##### TASK MATERIAL

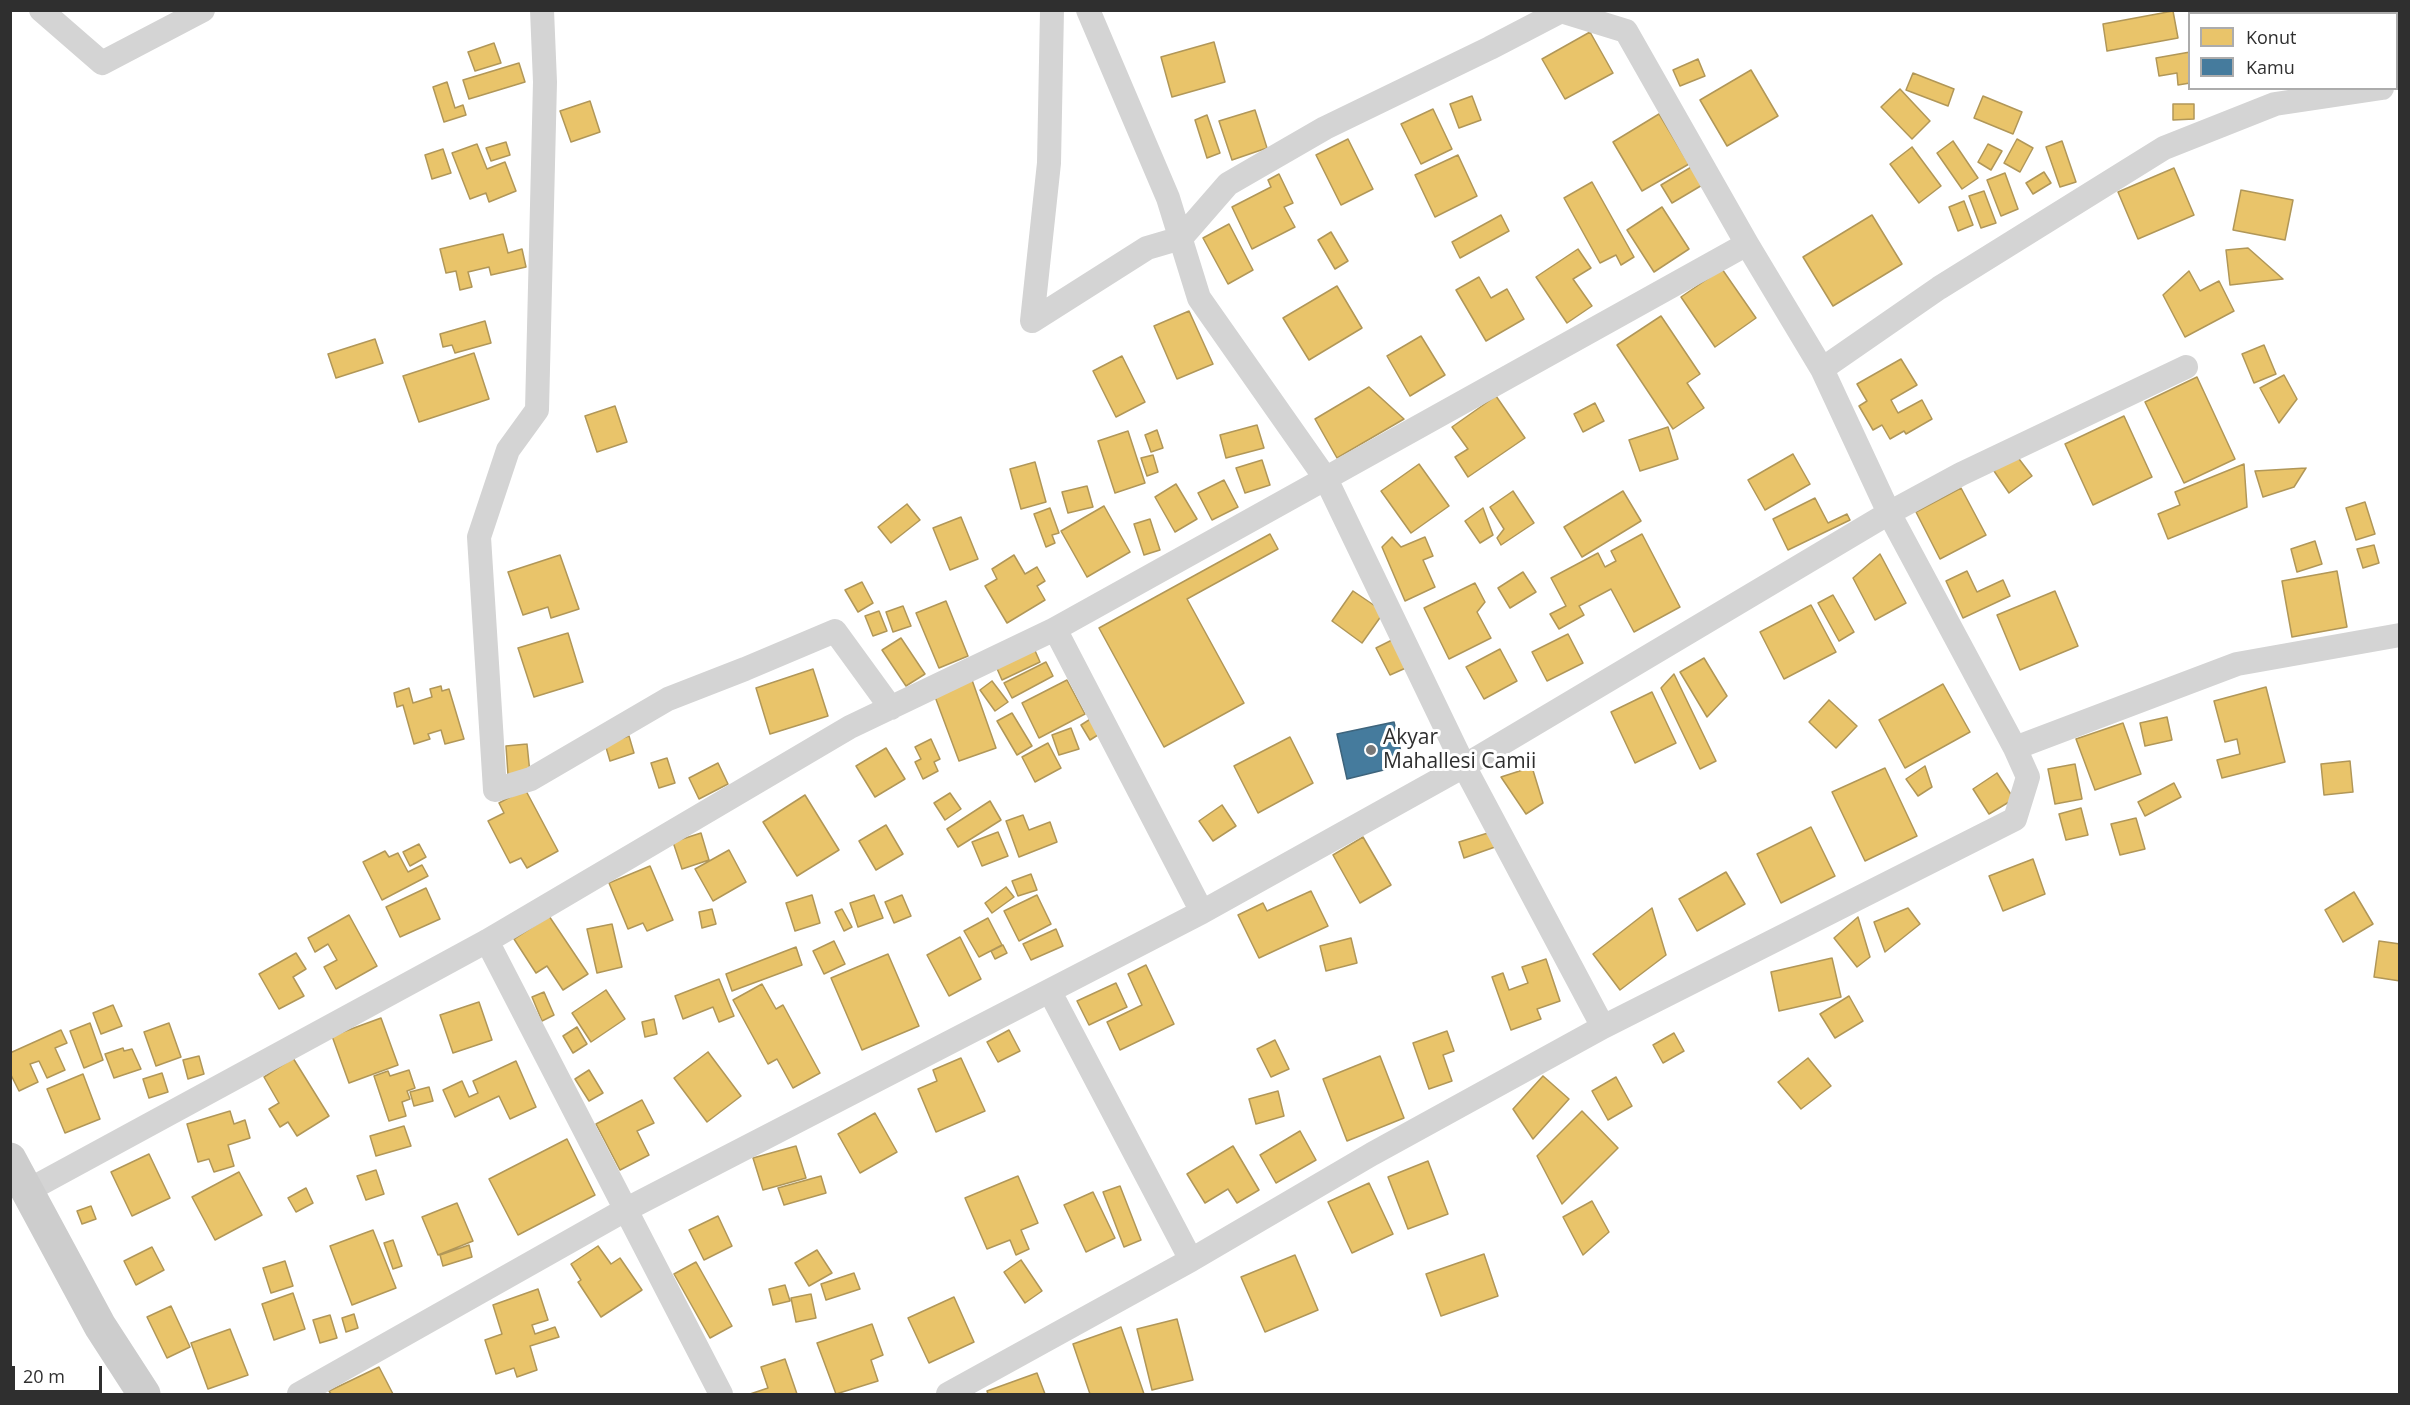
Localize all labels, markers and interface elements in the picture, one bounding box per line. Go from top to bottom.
legend [2188,12,2398,90]
text: Konut [2246,25,2296,49]
text: Kamu [2246,55,2295,79]
place label: Akyar Mahallesi Camii [1383,725,1536,775]
marker: Akyar Mahallesi Camii [1364,743,1378,757]
scale bar [15,1354,105,1392]
text: 20 m [23,1364,65,1388]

##########

Please reproduce the data above word for word, skipping all images.

▶ ANSWER BOX:
Localize all labels, markers and interface elements in the picture, one bounding box per line. Go from top to bottom.
legend [2188,12,2398,90]
text: Konut [2246,25,2296,49]
text: Kamu [2246,55,2295,79]
place label: Akyar Mahallesi Camii [1383,725,1536,775]
marker: Akyar Mahallesi Camii [1364,743,1378,757]
scale bar [15,1354,105,1392]
text: 20 m [23,1364,65,1388]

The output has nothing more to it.